# Wings Over Addison 6/30/07



## Aggie08 (Jul 20, 2007)

This was Cavanagh Flight Museum's cool little airshow flying all of their in-house planes. I got some really cool shots of the airborne planes using a Canon point 'n shoot camera. I have another thread from a while ago with good shots of the static displays so I won't put them here. There was a special demonstration of an M-50 Super Sherman that was built by the U.S. in '42 and eventually found itself in Israel. They fitted a 500hp diesel to it and a 105mm gun. It saw service in the Six Day War. Another highlight was talking to a former SR-71 pilot who was promoting a book of his. There is a really cool painting I'm sure some of you have seen (but I can't it find to post here) of three Foxbats trying to catch a Blackbird. They didn't catch it. He was piloting that plane. What would they have done if they caught it, wave? Interestingly, he said that no Blackbird ever flew over mainland Russia or China. After that U-2 was shot down no U.S. president would authorize a flight over either country.

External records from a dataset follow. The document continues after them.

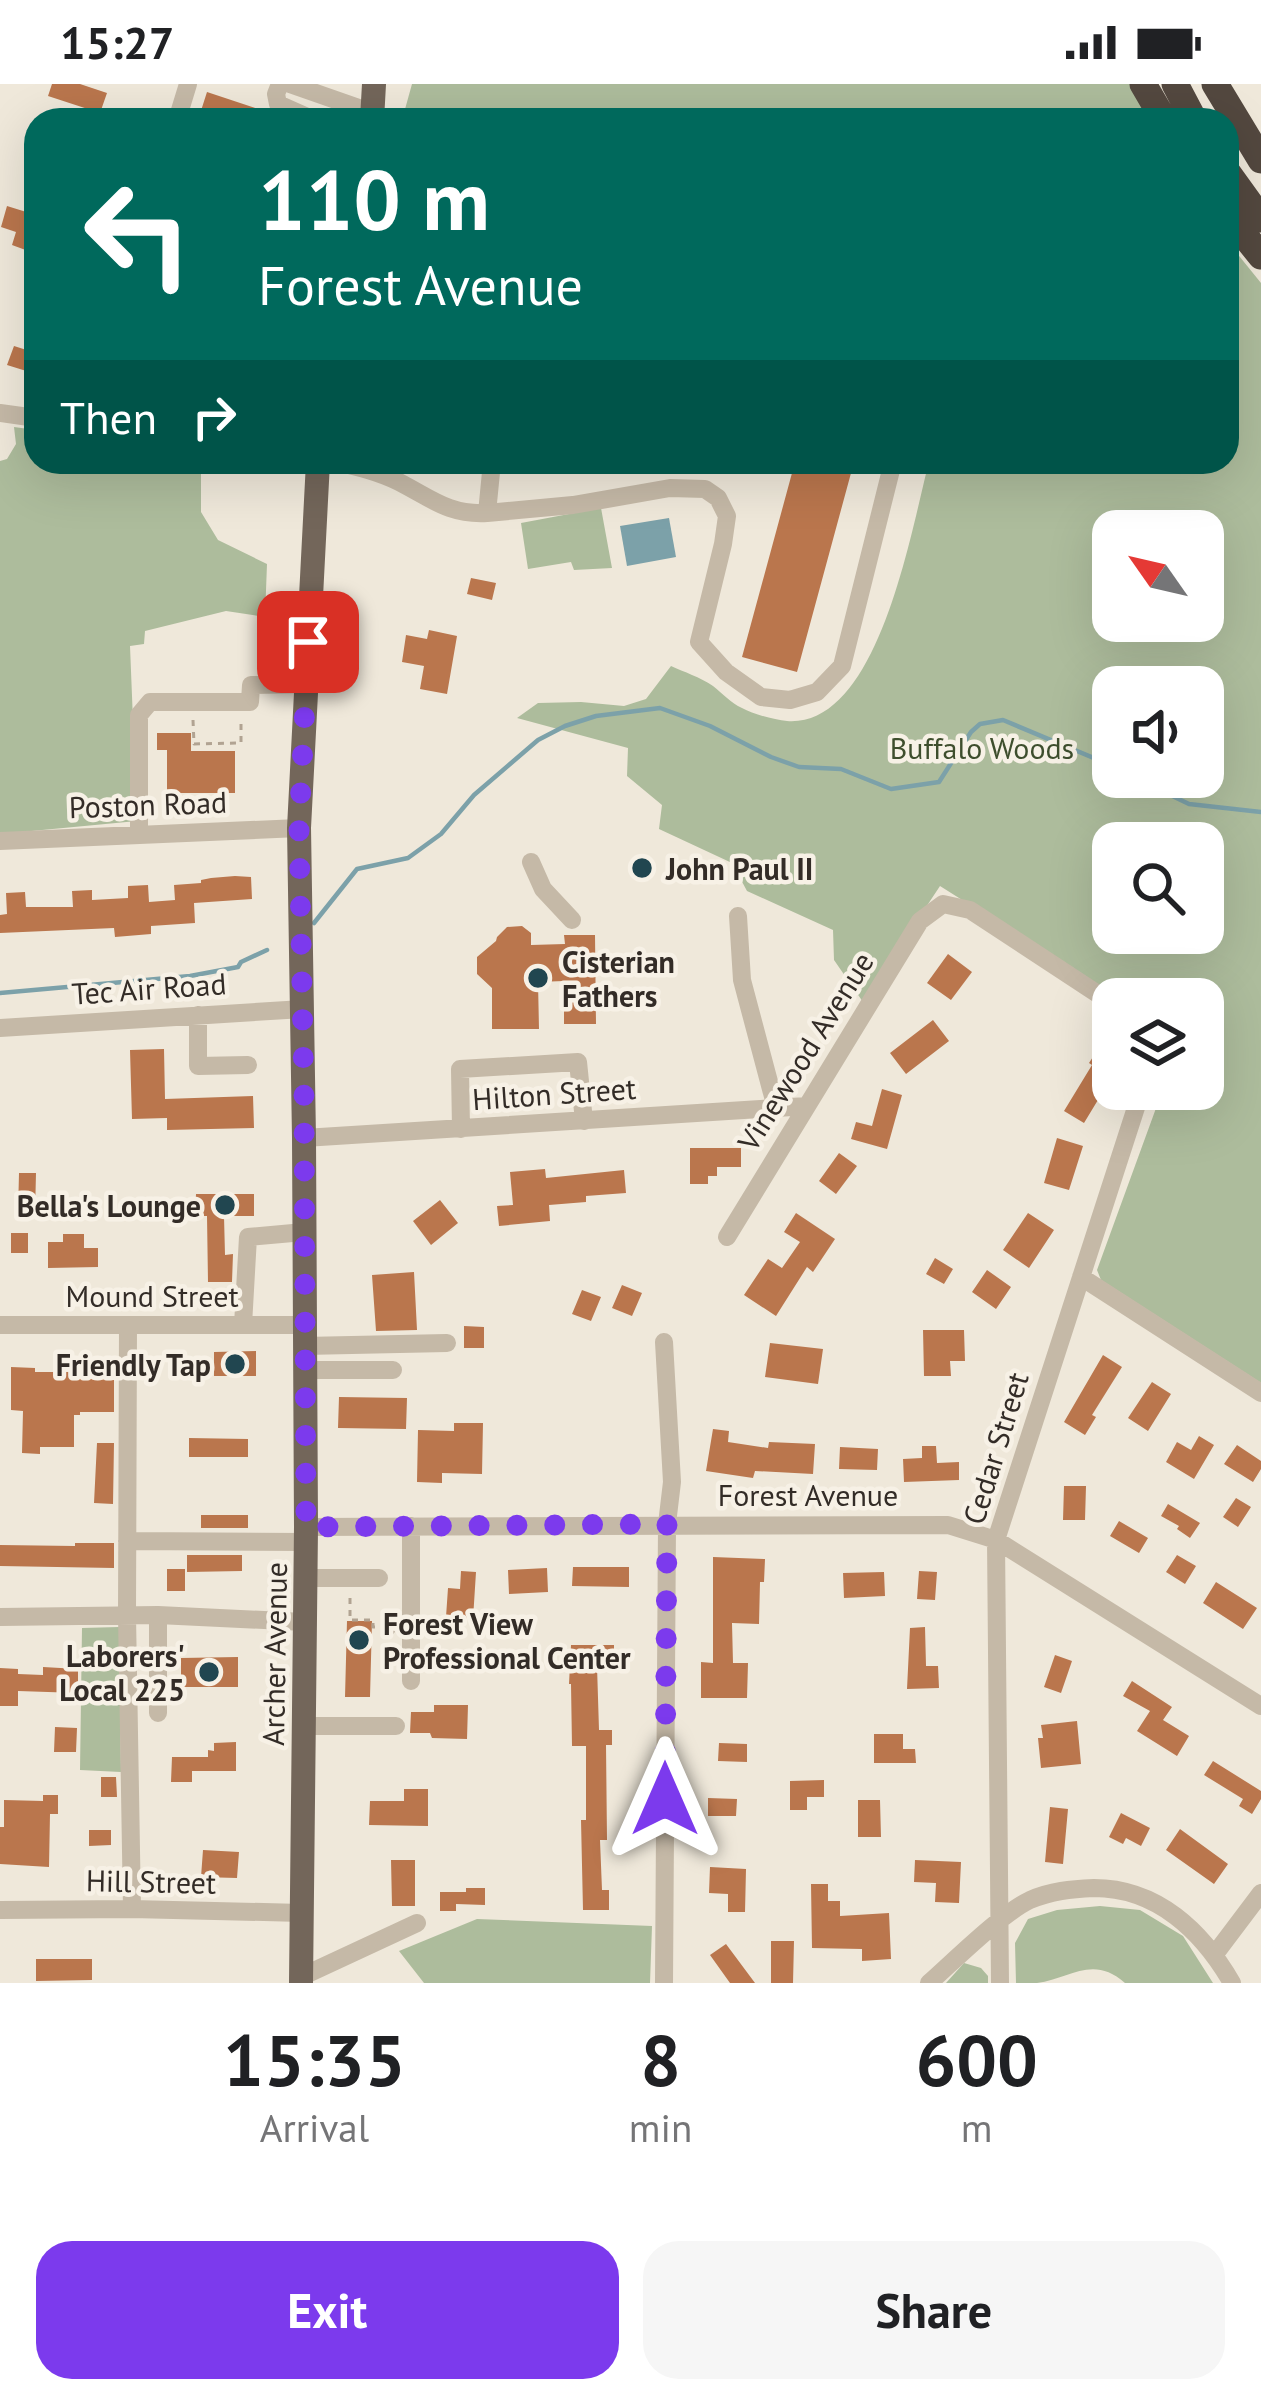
<!DOCTYPE html>
<html lang="en">
<head>
<meta charset="utf-8">
<style>
	body { margin:0; font-family:"PT Sans",sans-serif; background:#f6f6f6; color:#202124; height:100vh; display:flex; flex-direction:column; font-size:45px; white-space:nowrap }
	* { box-sizing:border-box; margin:0 }
	p { font-size:39px; color:#757577 }
	.icon { flex:none; width:66px; height:66px; fill:none; stroke:currentColor; stroke-width:2; stroke-linecap:round; stroke-linejoin:round }
	.map { position:relative; height:1899px; overflow:hidden }
	.sheet { display:flex; flex-direction:column; background:#fff; flex:1 }
	.sheet>* { flex:none }
	.guide { position:absolute; left:24px; top:24px; width:1215px; height:366px; border-radius:36px; box-shadow:0 12px 48px #0002; background:#00695c; color:#fff; overflow:hidden }
	.needle { width:78px; rotate:304deg }
	.controls { position:absolute; left:1092px; top:426px; display:grid; gap:24px }
	.controls a { display:grid; place-items:center; width:132px; height:132px; border-radius:24px; background:#fff; box-shadow:0 12px 48px #0002; font-size:60px }
	.pin { position:absolute; display:grid; place-items:center; width:102px; height:102px; color:#fff; margin:-51px; border-radius:24px; box-shadow:0 6px 18px #0006 }
	.me { position:absolute; width:132px; margin:-66px; rotate:0deg; stroke-linejoin:round; filter:drop-shadow(0 0 9px #0008) }
	.turn { display:flex; align-items:center; gap:42px; height:252px; padding:0 36px; font-size:54px }
	.turn .icon { width:156px; height:156px; stroke-width:2.5 }
	.turn b { display:block; font-size:84px; line-height:102px }
	.then { display:flex; align-items:center; height:114px; padding:0 36px; background:#0003; gap:24px; font-size:45px }
	.eta { display:flex; justify-content:space-evenly; align-items:center; height:204px; text-align:center }
	.eta b { font-size:72px; font-weight:600; line-height:84px }
	.action { display:flex; gap:24px; margin-top:auto; padding:24px 36px }
	.action a { flex:1; height:138px; border-radius:36px; background:#7c3aed; color:#fff; font-size:48px; font-weight:600; line-height:138px; text-align:center }
	.action a+a { background:#f6f6f6; color:#202124 }
	.status { display:flex; justify-content:space-between; align-items:center; height:84px; padding:0 60px; background:#fff; direction:ltr }
	.status svg { height:33px; fill:currentColor }
	.map>svg:first-child { display:block }
	.green { fill:#adbc9c; fill-rule:evenodd }
	.water { fill:#7ca1a9 }
	.lines { fill:none; stroke-linecap:round; stroke-linejoin:round }
	.stream { stroke:#7ca1a9; stroke-width:4.5 }
	.building { fill:#ba764d }
	.path { stroke:#b1a392; stroke-width:3; stroke-dasharray:6 6; stroke-linecap:butt }
	.minor { stroke:#c5b9a7; stroke-width:18 }
	.major { stroke:#73665a; stroke-width:24 }
	.highway { stroke:#53483f; stroke-width:27 }
	.route { stroke:#7c3aed; stroke-width:21; stroke-dasharray:0 37.8 }
	.poi-dot { fill:#214650; stroke:#f7f1e6; stroke-width:4.5 }
	.labels { text-anchor:middle; dominant-baseline:central; stroke-width:9; stroke-linejoin:round; paint-order:stroke }
	.park-label { font-size:30px; fill:#3e4e2d; stroke:#f7f1e6 }
	.street-label { font-size:30px; fill:#332c27; stroke:#f7f1e6 }
	.poi-label { font-size:30px; font-weight:bold; fill:#332c27; stroke:#f7f1e6; text-anchor:start }
</style>
</head>
<body>
<div class="status"><b>15:27</b><svg viewBox="0 0 49 12"><path d="M0 12V9h3v3zM5 12V6h3v6zM10 12V3h3v9zM15 12V0h3v12zM26 1h20v11H26zM47 4h2v5h-2z"/></svg></div>
<div class="map">
<svg width="1261" height="1899" viewBox="0 0 1261 1899">
	<rect width="100%" height="100%" fill="#efe8da"/>
	<path class="green" d="M412,0H1136L1155,36H402Z
		M1227,157L1261,199V1299L1101,1196L1097,1186L1163,1005H1203V915H1119L940,802L863,918L834,876L833,846L747,807L732,779L659,745L662,721L627,692L628,664L517,634L538,619L581,618L624,622L646,615L671,582C684,588 700,593 713,602C722,609 731,619 742,624C753,630 774,636 787,637C879,644 911,445 929,378H1227ZM1113,447H1203V537H1113ZM1113,603H1203V693H1113ZM1113,759H1203V849H1113Z
		M14,343L36,346V378H201V428L218,456L267,480L265,533L226,527L145,547L144,560L130,562L137,737L0,750V377L7,375L16,360Z
		M601,424L612,484L574,486L571,478L528,485L521,439Z
		M119,1543L121,1688L80,1686L82,1544Z
		M1100,1822L1140,1826L1183,1852L1213,1899H1125C1093,1870 1069,1895 1037,1899C1030,1899 1023,1899 1016,1899L1015,1859L1028,1835L1057,1826Z
		M477,1835L652,1842L650,1899H424L399,1867Z
		M964,1879L981,1884L988,1892V1899H946Z"/>
	<path class="water" d="M669,434L676,473L627,482L620,442Z"/>
	<g class="lines">
		<path class="stream" d="M1133,693L1189,720L1261,728
			M314,839L357,785L408,774L441,750L474,711L538,656L565,642L596,632L660,624L710,642L771,673L799,683L841,685L891,705L939,698L971,648L980,640L1003,636L1113,682
			M0,909L190,892L238,883L241,878L267,866"/>
	</g>
	<path class="building" d="M52,0H80L107,9L100,29L48,12Z
		M207,8L267,28L281,36H198Z
		M7,122L36,131V152L31,168L12,161L16,148L1,143Z
		M14,262L36,269V290L7,281Z
		M795,378H854L797,588L742,573Z
		M471,494L496,499L492,516L467,510Z
		M429,546L457,552L447,610L420,605L424,582L402,578L406,551L427,555Z
		M157,649H191V667H235V709H167V666H157Z
		M235,792L251,793L252,815L194,819L195,839L151,842V850L115,853L114,844L0,849V831L7,830L6,809L25,808L26,823H73L72,807L92,806V816L128,814V802L148,801L149,818L175,816L174,801L201,799V796L211,794Z
		M522,842L531,849V861L565,860L564,851H595L596,940H564V897L538,898L539,945H492V904L477,890V873L496,857L497,853L507,843Z
		M948,870L972,888L951,916L927,899Z
		M933,936L949,957L906,990L890,969Z
		M1113,942V978L1097,1002L1104,1006L1084,1039L1064,1027L1092,981L1089,979Z
		M164,965L165,1015L253,1012L254,1044L167,1046V1034L132,1035L130,966Z
		M882,1005L902,1011L887,1065L851,1055L856,1038L872,1042Z
		M1057,1054L1083,1062L1069,1106L1044,1099Z
		M690,1064H741V1083H717V1092H708V1100H690Z
		M839,1069L857,1082L836,1110L819,1097Z
		M545,1085L546,1094L624,1086L626,1109L586,1112V1118L549,1121L550,1137L499,1142L497,1122L513,1121L510,1088Z
		M19,1089H36L35,1130L18,1129Z
		M196,1110H254V1132H224L225,1171L233,1170L232,1198H208L207,1132H195Z
		M440,1116L458,1139L431,1161L413,1137Z
		M796,1129L835,1155L813,1188L807,1183L776,1232L744,1211L768,1175L782,1184L800,1158L784,1148Z
		M1028,1129L1054,1146L1029,1184L1003,1166Z
		M11,1149H28V1169H11Z
		M63,1150H84V1164H98V1183L48,1184V1158H63Z
		M935,1174L953,1185L944,1200L926,1190Z
		M987,1186L1011,1203L996,1225L972,1208Z
		M414,1188L417,1246L376,1247L372,1191Z
		M622,1201L642,1209L632,1232L612,1224Z
		M582,1206L601,1213L591,1237L572,1230Z
		M464,1242L484,1243V1264H464Z
		M923,1246H964L965,1277H950L951,1292H924Z
		M770,1259L823,1265L818,1300L765,1293Z
		M256,1267V1292H214V1268Z
		M1103,1271L1122,1283L1092,1331L1096,1333L1085,1351L1064,1338Z
		M11,1283L35,1284V1288H94V1284L114,1285V1328H80V1331H74V1363H40V1370L22,1369L23,1327L11,1326Z
		M1152,1298L1171,1310L1148,1347L1128,1334Z
		M339,1313L407,1314L406,1345L338,1344Z
		M454,1339H483L482,1390L442,1389V1399L417,1398L418,1346L454,1347Z
		M713,1345L729,1347L728,1358L768,1364L769,1358L815,1360L813,1390L755,1387L753,1394L706,1387Z
		M1199,1352L1214,1361L1194,1395L1166,1378L1177,1358L1191,1366Z
		M189,1354L248,1355V1373H189Z
		M97,1359H114L113,1420L94,1419Z
		M1237,1361L1261,1377V1385L1253,1398L1224,1380Z
		M922,1362H936L937,1379L959,1378V1396L904,1398L903,1375L922,1374Z
		M840,1363L878,1365L877,1386L839,1385Z
		M1064,1402H1086L1085,1436H1063Z
		M1236,1414L1251,1423L1238,1443L1223,1433Z
		M1168,1420L1200,1439L1190,1454L1177,1445L1179,1442L1161,1432Z
		M201,1431H248V1444H201Z
		M1119,1437L1148,1454L1139,1469L1110,1452Z
		M75,1459H114V1484L0,1482V1461L75,1462Z
		M187,1471H242V1487L187,1488Z
		M1177,1471L1196,1482L1185,1500L1166,1488Z
		M713,1473L765,1475L764,1498H760L759,1540L732,1539L733,1579H748L747,1614H701V1578L713,1579Z
		M573,1483H629V1503L572,1502Z
		M547,1484L548,1508L509,1510L508,1486Z
		M167,1485H185V1507H167Z
		M461,1487L476,1488L473,1535L446,1533L448,1504L460,1505Z
		M919,1487L937,1488L935,1516L917,1515Z
		M884,1488L885,1512L844,1514L843,1489Z
		M1216,1498L1257,1524L1243,1545L1203,1519Z
		M347,1537H372L370,1613H345Z
		M925,1543L926,1582H938L939,1604L907,1605L910,1544Z
		M571,1561H614V1583L597,1582L599,1646H612V1661H606L607,1756H600L602,1806H609V1826H583L581,1736H586V1662H572L571,1600H569Z
		M1055,1571L1072,1577L1061,1609L1044,1603Z
		M238,1573V1603H181V1574Z
		M43,1583L78,1585V1609L18,1607V1622H0V1584L18,1585V1590L43,1591Z
		M1132,1597L1172,1623L1163,1636L1189,1652L1177,1672L1137,1647L1150,1627L1123,1612Z
		M434,1621H468L467,1655L432,1654L430,1649H410L411,1628H434Z
		M1077,1637L1081,1680L1041,1684L1038,1654H1043L1041,1641Z
		M55,1643L77,1644L76,1668H54Z
		M874,1650H903V1665H915L916,1679H874Z
		M236,1658V1687H192V1698H171L172,1673H208V1666L214,1667V1659Z
		M719,1659L747,1660V1678L718,1677Z
		M1213,1677L1261,1707V1715L1252,1730L1239,1722L1243,1715L1204,1691Z
		M101,1693H116L117,1713H101Z
		M824,1696V1713H807V1726H790V1697Z
		M404,1705H428V1742L369,1741L370,1717H404Z
		M43,1711H58V1730H50L49,1783L0,1780V1743H4V1716L43,1717Z
		M708,1714L737,1715L736,1732H708Z
		M858,1716H880L881,1753H858Z
		M1050,1723L1068,1725L1063,1780L1045,1778Z
		M1121,1729L1150,1744L1141,1762L1126,1754L1123,1760L1109,1753Z
		M1180,1745L1228,1780L1214,1800L1166,1766Z
		M89,1746H111V1761L89,1762Z
		M203,1766L239,1768L237,1794L201,1793Z
		M391,1776H415V1822H392Z
		M915,1776L961,1778L959,1819L935,1818L936,1799L914,1798Z
		M710,1783L746,1785L745,1828H728V1810L709,1809Z
		M811,1800H828V1817H840V1832L889,1829L891,1875L862,1877V1865L812,1864Z
		M466,1804H485V1821L456,1820V1827H440V1808H466Z
		M771,1857H794L793,1899H771Z
		M726,1860L755,1899H730L710,1871Z
		M36,1875H92V1896L36,1897Z"/>
	<g class="lines">
		<path class="path" d="M193,636L194,660L241,659V638
			M350,1514V1536H373V1543H387L394,1549"/>
		<path class="minor" d="M280,0L276,10L278,20L305,32
			M290,0L373,29
			M177,36L188,0
			M0,329L36,334
			M336,378C358,383 379,388 399,398C432,415 449,431 487,429
			M492,378L487,429L573,421L670,404L705,405L718,414L727,432L723,460L699,558L726,588L761,613L790,616L817,608L842,582L893,378
			M139,749V631L150,618H250L251,601L305,600
			M0,757L299,744
			M531,778L543,805L572,836
			M738,832L742,896L776,1024
			M198,931V982L248,981
			M0,944L303,925
			M461,1045L460,985L578,978L584,1037
			M304,1054L807,1022
			M727,1153L920,837L943,820L970,826L1113,920
			M1081,1193L1261,1309
			M0,1241H304
			M128,1241L127,1531L132,1825
			M243,1241L248,1153L304,1148
			M304,1262L447,1259
			M305,1286H393
			M306,1443L948,1441L996,1456L1261,1622
			M127,1457L306,1458
			M305,1494H379
			M0,1533L158,1531L304,1538
			M411,1597V1442
			M158,1629V1531
			M303,1642H396
			M0,1826L132,1825L302,1829
			M1215,1870L1261,1809
			M301,1893L417,1839
			M664,1899L667,1440L672,1398L664,1258
			M929,1899C955,1876 1001,1830 1030,1816C1051,1807 1071,1805 1094,1804C1157,1804 1202,1847 1232,1899
			M1000,1899L996,1456L1142,1005"/>
		<path class="major" d="M372,36L374,0
			M301,1899L306,1443L304,1054L299,744L318,378"/>
		<path class="highway" d="M1143,0L1164,36
			M1175,0L1194,36
			M1215,0L1261,76
			M1227,88L1261,135
			M1227,130L1261,172"/>
	</g>
	<g class="lines">
		<path class="route" d="M308,558L299,744L304,1011L306,1443L667,1440L665,1715"/>
	</g>
	<g class="poi-dot">
		<circle cx="642" cy="784" r="12"/>
		<circle cx="538" cy="894" r="12"/>
		<circle cx="225" cy="1121" r="12"/>
		<circle cx="235" cy="1280" r="12"/>
		<circle cx="359" cy="1556" r="12"/>
		<circle cx="209" cy="1588" r="12"/>
	</g>
	<g class="labels">
		<g class="park-label">
			<text x="982" y="663">Buffalo Woods</text>
		</g>
		<g class="street-label">
			<text transform="translate(148 720) rotate(-2)">Poston Road</text>
			<text transform="translate(149 904) rotate(-4)">Tec Air Road</text>
			<text transform="translate(805 967) rotate(-58)">Vinewood Avenue</text>
			<text transform="translate(554 1009) rotate(-4)">Hilton Street</text>
			<text x="152" y="1211">Mound Street</text>
			<text transform="translate(995 1364) rotate(-73)">Cedar Street</text>
			<text x="808" y="1410">Forest Avenue</text>
			<text transform="translate(274 1570) rotate(-89)">Archer Avenue</text>
			<text transform="translate(151 1797) rotate(1)">Hill Street</text>
		</g>
		<g class="poi-label">
			<text x="666" y="784">John Paul II</text>
			<text x="562" y="877">Cisterian<tspan x="562" dy="34">Fathers</tspan></text>
			<text x="201" y="1121" text-anchor="end">Bella's Lounge</text>
			<text x="211" y="1280" text-anchor="end">Friendly Tap</text>
			<text x="383" y="1539">Forest View<tspan x="383" dy="34">Professional Center</tspan></text>
			<text x="185" y="1571" text-anchor="end">Laborers'<tspan x="185" dy="34">Local 225</tspan></text>
		</g>
	</g>
</svg>
<div class="controls">
<a><svg class="needle" viewBox="-14 -14 28 28"><path d="M0-13l5 13h-10z" fill="#e53935"/><path d="M0 13l5-13h-10z" fill="#757577"/></svg></a>
<a><svg class="icon" aria-label="sound" viewBox="0 0 24 24"><path d="M4 9h4l5-4v14l-5-4H4zM17 9q2 3 0 6"/></svg></a>
<a><svg class="icon" aria-label="search" viewBox="0 0 24 24"><circle cx="10" cy="10" r="6"/><path d="M15 15l6 6"/></svg></a>
<a><svg class="icon" aria-label="layers" viewBox="0 0 24 24"><path d="M12 4l9 5-9 5-9-5zM3 14l9 5 9-5"/></svg></a>
</div>
<div class="pin" style="left:308px;top:558px;background:#d93025"><svg class="icon" aria-label="arrive" viewBox="0 0 24 24"><path d="M6 21V4h12l-3 4 3 4H6"/></svg></div>
<svg class="me" style="left:665px;top:1715px" viewBox="-20 -20 40 40"><path d="M0-17L14 15 0 8-14 15z" fill="#7c3aed" stroke="#fff" stroke-width="4"/></svg>
<div class="guide">
<div class="turn"><svg class="icon" aria-label="left" viewBox="0 0 24 24"><path d="M17 20v-9H6M10 6l-5 5 5 5"/></svg><div><b>110 m</b>Forest Avenue</div></div>
<div class="then">Then<svg class="icon" aria-label="right" viewBox="0 0 24 24"><path d="M7 20v-9h11M14 6l5 5-5 5"/></svg></div>
</div>
</div>
<section class="sheet">
<div class="eta">
<div><b>15:35</b><p>Arrival</p></div>
<div><b>8</b><p>min</p></div>
<div><b>600</b><p>m</p></div>
</div>
<div class="action"><a>Exit</a><a>Share</a></div>
</section>
</body>
</html>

We got border shots but nothing more. We did happen to get intelligence pics over just about every country on the planet just because we could. I asked what it sounded like up there. He said you could only hear your co-pilot, and if there was strict radio silence, you couldn't even hear yourself breathe. Fastest machine on the planet and it's dead quiet. Eerie, eh? Enjoy!


----------



## Wildcat (Jul 20, 2007)

Great photo's! Thanks for sharing.


----------



## Heinz (Jul 21, 2007)

Great shots


----------



## v2 (Jul 21, 2007)

Cool pics!


----------



## evangilder (Jul 21, 2007)

Nice! GREAT composition on the shot from the rear of the P-40, with the C-47 in the background. Love that!


----------



## DerAdlerIstGelandet (Jul 21, 2007)

Nice pics. I loved seeing the Mohawk, been a while since I have seen one.


----------



## Gnomey (Jul 21, 2007)

Nice pics!


----------



## ToughOmbre (Jul 22, 2007)

Love the warbirds wearing "Invasion Stripes". Cool looking on any allied aircraft.


----------



## Thorlifter (Jul 22, 2007)

Most of those planes are there all the time. The C-47 and the Skyraider are not. The Hellcat is new and was there about 3 months ago. I don't know if it's a full time resident now.


----------



## Cota1992 (Jul 23, 2007)

Nice collection. I like the Sherman too.
Thanks for sharing!
Art


----------



## Aggie08 (Jul 24, 2007)

Glad you enjoyed them. I wish they'd get that he-111 up in the air but it's such a rare catch that they will never risk it I don't think. 

Don't forget to take a look at the movies at the bottom of the first post, they sound pretty good.


----------